_INFORMATION_:

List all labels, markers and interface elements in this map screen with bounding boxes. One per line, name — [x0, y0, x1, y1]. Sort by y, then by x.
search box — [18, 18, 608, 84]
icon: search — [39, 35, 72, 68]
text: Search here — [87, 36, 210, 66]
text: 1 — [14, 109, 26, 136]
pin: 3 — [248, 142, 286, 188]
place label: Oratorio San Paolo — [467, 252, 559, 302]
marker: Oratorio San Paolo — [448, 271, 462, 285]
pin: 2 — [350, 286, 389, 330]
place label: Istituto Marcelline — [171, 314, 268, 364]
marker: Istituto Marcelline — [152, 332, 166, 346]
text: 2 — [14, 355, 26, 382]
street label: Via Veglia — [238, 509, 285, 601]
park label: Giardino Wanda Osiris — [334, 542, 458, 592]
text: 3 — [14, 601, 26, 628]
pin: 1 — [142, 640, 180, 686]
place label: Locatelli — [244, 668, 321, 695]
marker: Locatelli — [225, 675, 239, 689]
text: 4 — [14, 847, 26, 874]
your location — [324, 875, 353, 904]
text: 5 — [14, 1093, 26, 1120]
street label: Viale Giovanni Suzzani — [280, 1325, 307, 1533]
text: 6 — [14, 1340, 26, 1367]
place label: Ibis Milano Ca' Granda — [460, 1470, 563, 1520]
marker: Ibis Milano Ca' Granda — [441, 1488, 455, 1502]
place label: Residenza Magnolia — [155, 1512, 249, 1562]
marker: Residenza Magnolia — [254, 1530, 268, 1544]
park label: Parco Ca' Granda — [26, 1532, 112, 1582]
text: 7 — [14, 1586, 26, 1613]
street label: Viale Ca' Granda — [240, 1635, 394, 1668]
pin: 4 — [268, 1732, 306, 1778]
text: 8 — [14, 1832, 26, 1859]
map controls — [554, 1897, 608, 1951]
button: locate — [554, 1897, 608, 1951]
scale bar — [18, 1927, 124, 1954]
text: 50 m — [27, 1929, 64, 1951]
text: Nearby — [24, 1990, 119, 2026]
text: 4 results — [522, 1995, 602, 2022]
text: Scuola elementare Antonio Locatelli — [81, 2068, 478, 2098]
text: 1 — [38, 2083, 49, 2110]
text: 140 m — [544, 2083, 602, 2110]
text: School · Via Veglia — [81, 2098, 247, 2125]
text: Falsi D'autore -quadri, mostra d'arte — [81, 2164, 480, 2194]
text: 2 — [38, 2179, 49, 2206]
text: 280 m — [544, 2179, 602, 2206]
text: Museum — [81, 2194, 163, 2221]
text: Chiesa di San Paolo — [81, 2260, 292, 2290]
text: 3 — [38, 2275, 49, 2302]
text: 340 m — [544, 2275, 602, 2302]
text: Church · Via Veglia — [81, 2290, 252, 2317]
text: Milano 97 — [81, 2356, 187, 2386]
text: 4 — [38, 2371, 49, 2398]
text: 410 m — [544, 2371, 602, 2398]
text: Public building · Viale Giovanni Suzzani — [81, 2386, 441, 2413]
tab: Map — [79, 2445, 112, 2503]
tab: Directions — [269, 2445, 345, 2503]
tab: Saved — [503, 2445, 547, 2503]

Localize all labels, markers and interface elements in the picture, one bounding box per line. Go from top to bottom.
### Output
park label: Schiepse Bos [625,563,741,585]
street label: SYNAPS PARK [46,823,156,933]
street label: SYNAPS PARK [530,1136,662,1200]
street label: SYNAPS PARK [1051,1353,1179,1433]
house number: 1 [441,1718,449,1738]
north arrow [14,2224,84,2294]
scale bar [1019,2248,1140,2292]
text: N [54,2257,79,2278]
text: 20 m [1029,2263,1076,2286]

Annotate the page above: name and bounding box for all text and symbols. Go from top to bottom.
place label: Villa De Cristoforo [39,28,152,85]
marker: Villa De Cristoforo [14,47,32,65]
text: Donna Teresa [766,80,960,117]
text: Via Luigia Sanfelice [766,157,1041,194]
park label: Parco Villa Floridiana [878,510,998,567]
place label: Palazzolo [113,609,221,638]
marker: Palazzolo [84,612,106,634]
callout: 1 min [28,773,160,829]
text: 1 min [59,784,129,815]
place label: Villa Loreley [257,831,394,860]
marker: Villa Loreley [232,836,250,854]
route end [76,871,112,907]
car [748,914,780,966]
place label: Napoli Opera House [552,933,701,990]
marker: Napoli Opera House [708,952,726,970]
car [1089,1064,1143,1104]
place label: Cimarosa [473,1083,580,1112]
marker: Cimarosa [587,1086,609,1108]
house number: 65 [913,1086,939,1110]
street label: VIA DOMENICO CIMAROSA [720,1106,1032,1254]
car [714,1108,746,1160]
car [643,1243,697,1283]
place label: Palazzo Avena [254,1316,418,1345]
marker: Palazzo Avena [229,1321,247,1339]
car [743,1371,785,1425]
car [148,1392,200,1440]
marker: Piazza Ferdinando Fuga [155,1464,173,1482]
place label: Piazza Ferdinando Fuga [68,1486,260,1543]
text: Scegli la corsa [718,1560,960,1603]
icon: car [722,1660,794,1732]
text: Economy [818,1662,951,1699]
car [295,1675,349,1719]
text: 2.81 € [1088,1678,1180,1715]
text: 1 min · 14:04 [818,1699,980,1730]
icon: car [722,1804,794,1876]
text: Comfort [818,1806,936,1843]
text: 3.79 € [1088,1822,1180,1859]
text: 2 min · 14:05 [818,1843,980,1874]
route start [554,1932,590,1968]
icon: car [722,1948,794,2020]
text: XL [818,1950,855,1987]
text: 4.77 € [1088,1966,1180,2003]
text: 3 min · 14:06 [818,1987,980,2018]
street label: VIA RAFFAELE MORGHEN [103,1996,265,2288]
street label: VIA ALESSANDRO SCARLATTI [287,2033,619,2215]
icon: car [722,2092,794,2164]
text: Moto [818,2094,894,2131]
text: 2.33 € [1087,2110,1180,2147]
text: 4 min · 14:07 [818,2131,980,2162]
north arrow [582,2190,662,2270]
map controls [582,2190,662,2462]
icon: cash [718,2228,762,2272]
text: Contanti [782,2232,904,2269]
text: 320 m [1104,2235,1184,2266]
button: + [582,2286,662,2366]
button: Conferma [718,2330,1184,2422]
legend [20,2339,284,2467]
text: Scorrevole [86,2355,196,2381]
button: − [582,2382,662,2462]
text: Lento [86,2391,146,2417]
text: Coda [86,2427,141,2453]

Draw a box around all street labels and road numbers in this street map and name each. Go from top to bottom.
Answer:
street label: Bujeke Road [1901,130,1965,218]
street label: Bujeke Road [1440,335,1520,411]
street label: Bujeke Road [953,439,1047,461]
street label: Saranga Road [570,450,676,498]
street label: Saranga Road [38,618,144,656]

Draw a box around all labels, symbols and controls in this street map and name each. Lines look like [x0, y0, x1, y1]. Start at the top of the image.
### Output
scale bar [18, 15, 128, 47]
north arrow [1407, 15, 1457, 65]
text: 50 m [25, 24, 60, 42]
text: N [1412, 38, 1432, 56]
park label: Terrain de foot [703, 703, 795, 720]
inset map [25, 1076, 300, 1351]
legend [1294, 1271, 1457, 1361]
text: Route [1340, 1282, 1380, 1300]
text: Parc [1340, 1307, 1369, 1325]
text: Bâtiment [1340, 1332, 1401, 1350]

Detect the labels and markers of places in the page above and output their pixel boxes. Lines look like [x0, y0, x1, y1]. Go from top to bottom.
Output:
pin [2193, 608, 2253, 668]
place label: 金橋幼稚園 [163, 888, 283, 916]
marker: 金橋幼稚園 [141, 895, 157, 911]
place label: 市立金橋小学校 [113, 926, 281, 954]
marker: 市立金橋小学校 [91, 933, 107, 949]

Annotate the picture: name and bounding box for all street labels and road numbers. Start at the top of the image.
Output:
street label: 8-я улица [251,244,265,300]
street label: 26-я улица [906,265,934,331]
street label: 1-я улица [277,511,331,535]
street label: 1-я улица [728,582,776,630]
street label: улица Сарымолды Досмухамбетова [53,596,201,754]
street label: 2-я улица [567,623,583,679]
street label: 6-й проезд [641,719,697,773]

_EXERCISE GOAL_: Look for the string "Lines" in the records, and copy every line where it is found.

_RESULT OF THIS EXERCISE_:
Draw a box around all labels, symbols and controls in this street map and name each. Lines look like [x0, y0, x1, y1]. Start at the top of the image.
Detect the labels and markers of places in the page above and output their pixel boxes. Lines look like [x0, y0, x1, y1]. Go from top to bottom.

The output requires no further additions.